Version: unspecified
Severity: normal
URL: https://gerrit.wikimedia.org/r/gitweb?p=operations/puppet.git;a=tree;f=files/gerrit/hooks

Details

Reference
bz36487

Event Timeline

bzimport raised the priority of this task from to Medium.Nov 22 2014, 12:20 AM
bzimport added a project: Gerrit.
bzimport set Reference to bz36487.
bzimport added a subscriber: Unknown Object (MLST).

Not an upstream bug, these hooks are in operations/puppet.git: /files/gerrit/hooks

Yes, all lines like

subject = str(this.patchsets[change]['subject'])

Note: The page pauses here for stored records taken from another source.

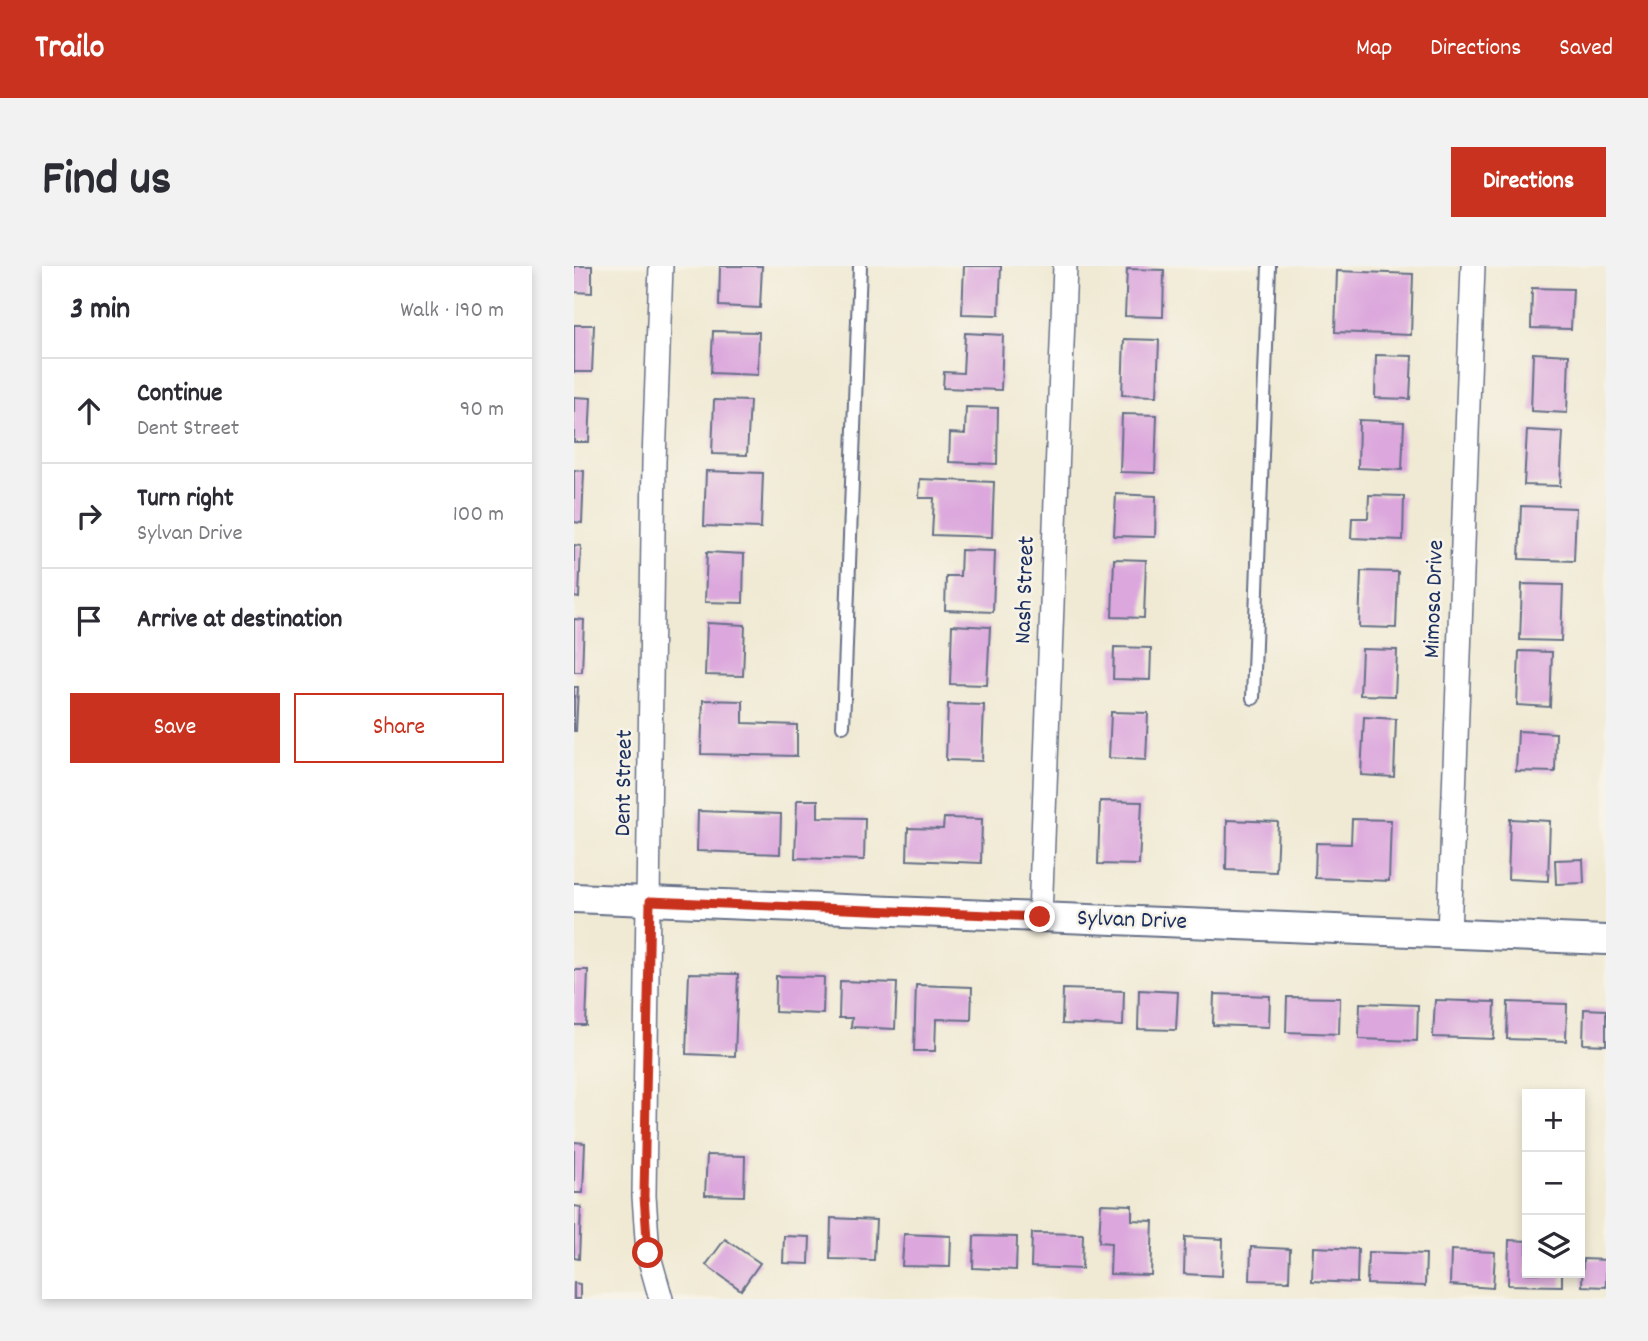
<!DOCTYPE html>
<html lang="en">
<head>
<meta charset="utf-8">
<style>
	body { margin:0; font-family:Dekko,sans-serif; background:#f2f2f3; color:#2b2b33 }
	.controls { position:absolute; right:21px; bottom:21px; display:grid; overflow:hidden; border-radius:0px; box-shadow:0 4px 10px #0003 }
	.controls button { width:63px; height:63px; display:grid; place-items:center; padding:0; border:0; border-bottom:2px solid #e1e1e2; background:#fff; color:#2b2b33; font:35px sans-serif }
	.stop { position:absolute; width:21px; height:21px; margin:-16px; border:5px solid #c8321e; border-radius:50%; background:#fff }
	.stop.end { background:#c8321e; border-color:#fff; box-shadow:0 2px 7px #0008 }
	.list { margin:0; padding:0; list-style:none }
	h2 { display:flex; justify-content:space-between; align-items:center; height:91px; margin:0; padding:0 28px; font-size:30px }
	h2 small { font-size:23px; font-weight:400; color:#7c7c81 }
	.list li { display:grid; grid-template-columns:46px 1fr auto; gap:21px; align-items:center; box-sizing:border-box; height:105px; padding:0 28px; border-top:2px solid #e1e1e2 }
	.list b { display:block; font-size:26px; white-space:nowrap }
	.list p { margin:0; font-size:23px; white-space:nowrap; color:#7c7c81 }
	.list em { font-size:23px; font-style:normal; color:#7c7c81 }
	.actions { display:flex; gap:14px; padding:21px 28px }
	.actions a { flex:1; padding:16px 0; border:2px solid #c8321e; border-radius:0px; text-align:center; font-size:24px; color:#c8321e }
	.actions .main { background:#c8321e; color:#fff }
	.icon { flex:none; width:38px; height:38px; fill:none; stroke:currentColor; stroke-width:2; stroke-linecap:round; stroke-linejoin:round }
	.map { position:relative; flex:none; width:1032px; height:1033px; overflow:hidden; border-radius:0px }
	header { display:flex; align-items:center; gap:42px; box-sizing:border-box; height:98px; padding:0 35px; background:#c8321e; color:#fff }
	header strong { font-size:33px }
	nav { display:flex; gap:38px; margin-inline-start:auto; font-size:24px }
	.intro { display:flex; align-items:center; justify-content:space-between; box-sizing:border-box; height:168px; padding:0 42px }
	h1 { margin:0; font-size:49px }
	.button { padding:18px 32px; border-radius:0px; background:#c8321e; color:#fff; font-size:24px; font-weight:700 }
	main { display:flex; gap:42px; padding:0 42px }
	aside { flex:1; background:#fff; border-radius:0px; box-shadow:0 4px 10px #0003 }
	.map>svg:first-child { display:block }
</style>
</head>
<body>
<header>
<strong>Trailo</strong>
<nav><a>Map</a><a>Directions</a><a>Saved</a></nav>
</header>
<div class="intro"><h1>Find us</h1><a class="button">Directions</a></div>
<main>
<aside>
<h2>3 min<small>Walk · 190 m</small></h2>
<ul class="list">
<li><svg class="icon" aria-label="ahead" viewBox="0 0 24 24"><path d="M12 20V5M6 11l6-6 6 6"/></svg><div><b>Continue</b><p>Dent Street</p></div><em>90 m</em></li>
<li><svg class="icon" aria-label="right" viewBox="0 0 24 24"><path d="M7 20v-9h11M14 6l5 5-5 5"/></svg><div><b>Turn right</b><p>Sylvan Drive</p></div><em>100 m</em></li>
<li><svg class="icon" aria-label="arrive" viewBox="0 0 24 24"><path d="M6 21V4h12l-3 4 3 4H6"/></svg><div><b>Arrive at destination</b></div></li>
</ul>
<div class="actions"><a class="main">Save</a><a>Share</a></div>
</aside>
<div class="map">
<svg width="1032" height="1033" viewBox="0 0 1032 1033">
	<rect width="100%" height="100%" fill="#f7f3e8"/>
	<filter id="ink" filterUnits="userSpaceOnUse"><feTurbulence type="fractalNoise" baseFrequency=".0143" numOctaves="2"/><feDisplacementMap in="SourceGraphic" scale="14" xChannelSelector="R" yChannelSelector="G"/><feConvolveMatrix kernelMatrix="1 2 1 2 8 2 1 2 1" color-interpolation-filters="sRGB"/></filter>
	<filter id="wash" filterUnits="userSpaceOnUse"><feTurbulence type="fractalNoise" baseFrequency=".00686" numOctaves="4" result="noise"/><feDisplacementMap in="SourceGraphic" scale="28" xChannelSelector="R" yChannelSelector="G"/><feGaussianBlur stdDeviation="1.57" result="paint"/><feColorMatrix in="noise" values="0 0 0 0 0 0 0 0 0 0 0 0 0 0 0 0 0 1.4 0 .05"/><feComposite in="paint" operator="in"/></filter>
	<g filter="url(#wash)">
		<rect width="100%" height="100%" fill="#f0ead4"/>
		<g id="blocks">
			<g fill="#dca7dd">
				<path d="M 0,0 L 18,0 L 18,27 L 0,26 Z"/>
				<path d="M 146,0 L 188,0 L 186,42 L 145,40 Z"/>
				<path d="M 390,0 L 427,0 L 425,49 L 388,48 Z"/>
				<path d="M 553,3 L 590,4 L 589,51 L 551,50 Z"/>
				<path d="M 763,5 L 839,8 L 837,69 L 761,66 Z"/>
				<path d="M 958,22 L 999,23 L 997,63 L 957,62 Z"/>
				<path d="M 0,59 L 20,59 L 18,106 L 0,106 Z"/>
				<path d="M 139,65 L 185,66 L 184,109 L 137,107 Z"/>
				<path d="M 391,67 L 429,69 L 427,124 L 369,122 L 370,106 L 389,107 Z"/>
				<path d="M 550,73 L 585,74 L 583,130 L 548,129 Z"/>
				<path d="M 959,87 L 995,89 L 993,147 L 957,145 Z"/>
				<path d="M 802,89 L 838,90 L 836,133 L 801,132 Z"/>
				<path d="M 0,131 L 17,132 L 15,176 L 0,176 Z"/>
				<path d="M 140,134 L 176,135 L 173,189 L 138,188 Z"/>
				<path d="M 392,141 L 424,142 L 423,198 L 375,196 L 376,167 L 391,168 Z"/>
				<path d="M 548,148 L 583,149 L 581,207 L 546,206 Z"/>
				<path d="M 785,154 L 830,156 L 828,204 L 784,202 Z"/>
				<path d="M 953,164 L 989,166 L 986,220 L 950,219 Z"/>
				<path d="M 0,204 L 10,205 L 8,257 L 0,256 Z"/>
				<path d="M 132,205 L 189,207 L 187,262 L 130,260 Z"/>
				<path d="M 346,213 L 420,216 L 418,271 L 358,269 L 360,232 L 345,232 Z"/>
				<path d="M 542,228 L 582,230 L 581,271 L 540,270 Z"/>
				<path d="M 795,229 L 830,230 L 829,274 L 777,272 L 778,252 L 794,252 Z"/>
				<path d="M 947,240 L 1002,242 L 1000,295 L 945,293 Z"/>
				<path d="M 0,279 L 7,280 L 5,332 L 0,331 Z"/>
				<path d="M 387,284 L 421,285 L 419,346 L 371,344 L 372,310 L 386,310 Z"/>
				<path d="M 133,286 L 170,288 L 169,337 L 131,336 Z"/>
				<path d="M 540,293 L 572,294 L 570,352 L 538,351 Z"/>
				<path d="M 787,305 L 824,306 L 822,362 L 785,361 Z"/>
				<path d="M 948,318 L 989,319 L 987,375 L 946,374 Z"/>
				<path d="M 0,353 L 10,354 L 8,406 L 0,406 Z"/>
				<path d="M 133,357 L 171,359 L 169,410 L 131,409 Z"/>
				<path d="M 378,359 L 416,361 L 413,419 L 376,418 Z"/>
				<path d="M 540,381 L 577,382 L 576,414 L 539,413 Z"/>
				<path d="M 788,383 L 823,384 L 821,430 L 786,429 Z"/>
				<path d="M 945,385 L 978,386 L 976,441 L 943,439 Z"/>
				<path d="M 0,421 L 4,421 L 2,465 L 0,465 Z"/>
				<path d="M 129,434 L 169,435 L 169,457 L 223,459 L 223,490 L 127,488 Z"/>
				<path d="M 374,438 L 410,439 L 408,495 L 372,494 Z"/>
				<path d="M 537,446 L 574,447 L 572,494 L 535,492 Z"/>
				<path d="M 790,451 L 822,453 L 820,511 L 787,509 Z"/>
				<path d="M 944,465 L 982,467 L 981,506 L 942,505 Z"/>
				<path d="M 223,534 L 244,534 L 244,551 L 291,552 L 290,594 L 221,592 Z"/>
				<path d="M 526,535 L 568,536 L 565,599 L 524,598 Z"/>
				<path d="M 124,545 L 207,548 L 206,588 L 123,585 Z"/>
				<path d="M 370,552 L 408,553 L 407,597 L 333,594 L 334,562 L 369,563 Z"/>
				<path d="M 778,553 L 817,554 L 815,615 L 741,612 L 742,577 L 777,578 Z"/>
				<path d="M 936,553 L 976,555 L 974,615 L 934,613 Z"/>
				<path d="M 653,554 L 704,556 L 702,606 L 652,604 Z"/>
				<path d="M 1009,593 L 1010,617 L 982,618 L 981,594 Z"/>
				<path d="M 0,704 L 14,704 L 12,759 L 0,759 Z"/>
				<path d="M 115,707 L 164,708 L 161,790 L 112,788 Z"/>
				<path d="M 202,710 L 250,711 L 249,748 L 201,746 Z"/>
				<path d="M 266,715 L 323,717 L 321,763 L 277,761 L 278,752 L 265,752 Z"/>
				<path d="M 342,719 L 398,721 L 397,754 L 362,753 L 361,785 L 340,785 Z"/>
				<path d="M 489,723 L 550,725 L 549,760 L 488,758 Z"/>
				<path d="M 565,724 L 604,726 L 602,764 L 564,763 Z"/>
				<path d="M 640,728 L 696,730 L 695,761 L 639,759 Z"/>
				<path d="M 713,731 L 766,732 L 765,768 L 712,766 Z"/>
				<path d="M 861,734 L 921,736 L 920,773 L 859,771 Z"/>
				<path d="M 934,736 L 993,738 L 992,775 L 933,773 Z"/>
				<path d="M 786,737 L 844,739 L 843,775 L 785,773 Z"/>
				<path d="M 1010,743 L 1032,744 L 1032,779 L 1009,778 Z"/>
				<path d="M 0,876 L 11,877 L 9,927 L 0,927 Z"/>
				<path d="M 133,889 L 171,890 L 170,930 L 131,929 Z"/>
				<path d="M 527,938 L 558,939 L 558,954 L 579,955 L 577,1009 L 536,1008 L 537,977 L 525,976 Z"/>
				<path d="M 0,940 L 7,941 L 5,993 L 0,992 Z"/>
				<path d="M 257,952 L 302,954 L 300,994 L 256,993 Z"/>
				<path d="M 458,967 L 509,968 L 508,1003 L 457,1001 Z"/>
				<path d="M 330,968 L 377,970 L 376,1001 L 328,1000 Z"/>
				<path d="M 210,970 L 236,971 L 235,998 L 209,997 Z"/>
				<path d="M 400,970 L 443,971 L 442,1004 L 399,1002 Z"/>
				<path d="M 611,971 L 649,973 L 648,1010 L 610,1008 Z"/>
				<path d="M 151,973 L 186,997 L 167,1024 L 132,999 Z"/>
				<path d="M 935,974 L 953,975 L 953,1007 L 988,1007 L 988,1020 L 934,1019 Z"/>
				<path d="M 677,981 L 716,983 L 715,1015 L 676,1014 Z"/>
				<path d="M 739,981 L 784,983 L 783,1017 L 738,1015 Z"/>
				<path d="M 877,984 L 921,986 L 919,1022 L 876,1019 Z"/>
				<path d="M 794,986 L 852,988 L 851,1020 L 793,1018 Z"/>
				<path d="M 1009,993 L 1032,994 L 1032,1021 L 1008,1020 Z"/>
				<path d="M 0,1017 L 6,1018 L 6,1033 L 0,1033 Z"/>
			</g>
		</g>
	</g>
	<g filter="url(#ink)">
		<use href="#blocks" fill-opacity="0" stroke="#667087" stroke-width="2"/>
		<g fill="none" stroke-linecap="round" stroke-linejoin="round">
			<defs>
				<g id="service">
					<path d="M 679,432 L 695,0"/>
					<path d="M 269,460 L 286,0"/>
				</g>
				<g id="minor">
					<path d="M 87,0 L 80,195 L 70,930 L 74,987 L 87,1033"/>
					<path d="M 466,651 L 491,0"/>
					<path d="M 875,668 L 899,0"/>
				</g>
				<path id="tertiary" d="M 0,632 L 1032,674"/>
			</defs>
			<use href="#service" stroke="#667087" stroke-width="16"/>
			<use href="#minor" stroke="#667087" stroke-width="26"/>
			<use href="#tertiary" stroke="#667087" stroke-width="32"/>
			<use href="#service" stroke="#fff" stroke-width="12"/>
			<use href="#minor" stroke="#fff" stroke-width="23"/>
			<use href="#tertiary" stroke="#fff" stroke-width="28"/>
		</g>
	</g>
	<g fill="none" stroke-linecap="round" stroke-linejoin="round" filter="url(#ink)">
		<path stroke="#c8321e" stroke-width="9" d="M 74,987 L 70,930 L 76,635 L 466,651"/>
	</g>
	<g text-anchor="middle" dominant-baseline="central" stroke-width="5" stroke-linejoin="round" paint-order="stroke">
		<g font-size="24" fill="#1b2f5e" stroke="#f7f3e8">
			<text transform="translate(452 324) rotate(-88)">Nash Street</text>
			<text transform="translate(861 333) rotate(-88)">Mimosa Drive</text>
			<text transform="translate(51 517) rotate(-89)">Dent Street</text>
			<text transform="translate(558 655) rotate(2)">Sylvan Drive</text>
		</g>
	</g>
</svg>
<div class="controls">
<button>+</button>
<button>−</button>
<button><svg class="icon" aria-label="layers" viewBox="0 0 24 24"><path d="M12 4l9 5-9 5-9-5zM3 14l9 5 9-5"/></svg></button>
</div>
<div class="stop" style="left:74px;top:987px"></div>
<div class="stop end" style="left:466px;top:651px"></div>
</div>
</main>
</body>
</html>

are incorrect - str() tries to convert string (in this case

<type 'unicode'> returned by json (for change 6596):

{u'status': u'MERGED', u'topic': u'master', u'url': u'https://gerrit.wikimedia.org/r/6596', u'createdOn': 1336127682, u'patchSets': [{u'createdOn': 1336127682, u'ref': u'refs/changes/96/6596/1', u'number': u'1', u'uploader': {u'name': u'Szymon \u015awierkosz', u'email': u'beau@adres.pl'}, u'revision': u'rMW6c27fef898ca'}, {u'createdOn': 1336127823, u'ref': u'refs/changes/96/6596/2', u'number': u'2', u'uploader': {u'name': u'Szymon \u015awierkosz', u'email': u'beau@adres.pl'}, u'revision': u'rMWcaa999a9f1b3'}, {u'createdOn': 1336313263, u'ref': u'refs/changes/96/6596/3', u'number': u'3', u'uploader': {u'name': u'Szymon \u015awierkosz', u'email': u'beau@adres.pl'}, u'revision': u'7cf5f38232111da6ec8834764628aa29422382c1'}], u'number': u'6596', u'lastUpdated': 1336313647, u'project': u'mediawiki/core', u'sortKey': u'001cdcf6000019c4', u'branch': u'master', u'owner': {u'name': u'Szymon \u015awierkosz', u'email': u'beau@adres.pl'}, u'open': False, u'id': u'Ie223930cfc313aff150e2dcfd70b74bf4360a8a8', u'subject': u'Move optionstoken from meta=userinfo to action=tokens.'}

and then we should consequently treat all strings as Unicode and converting to UTF-8 when logging to files or doing other I/O.

I wonder only, why did it work before?

Not a bug anymore since we got rid of these hooks.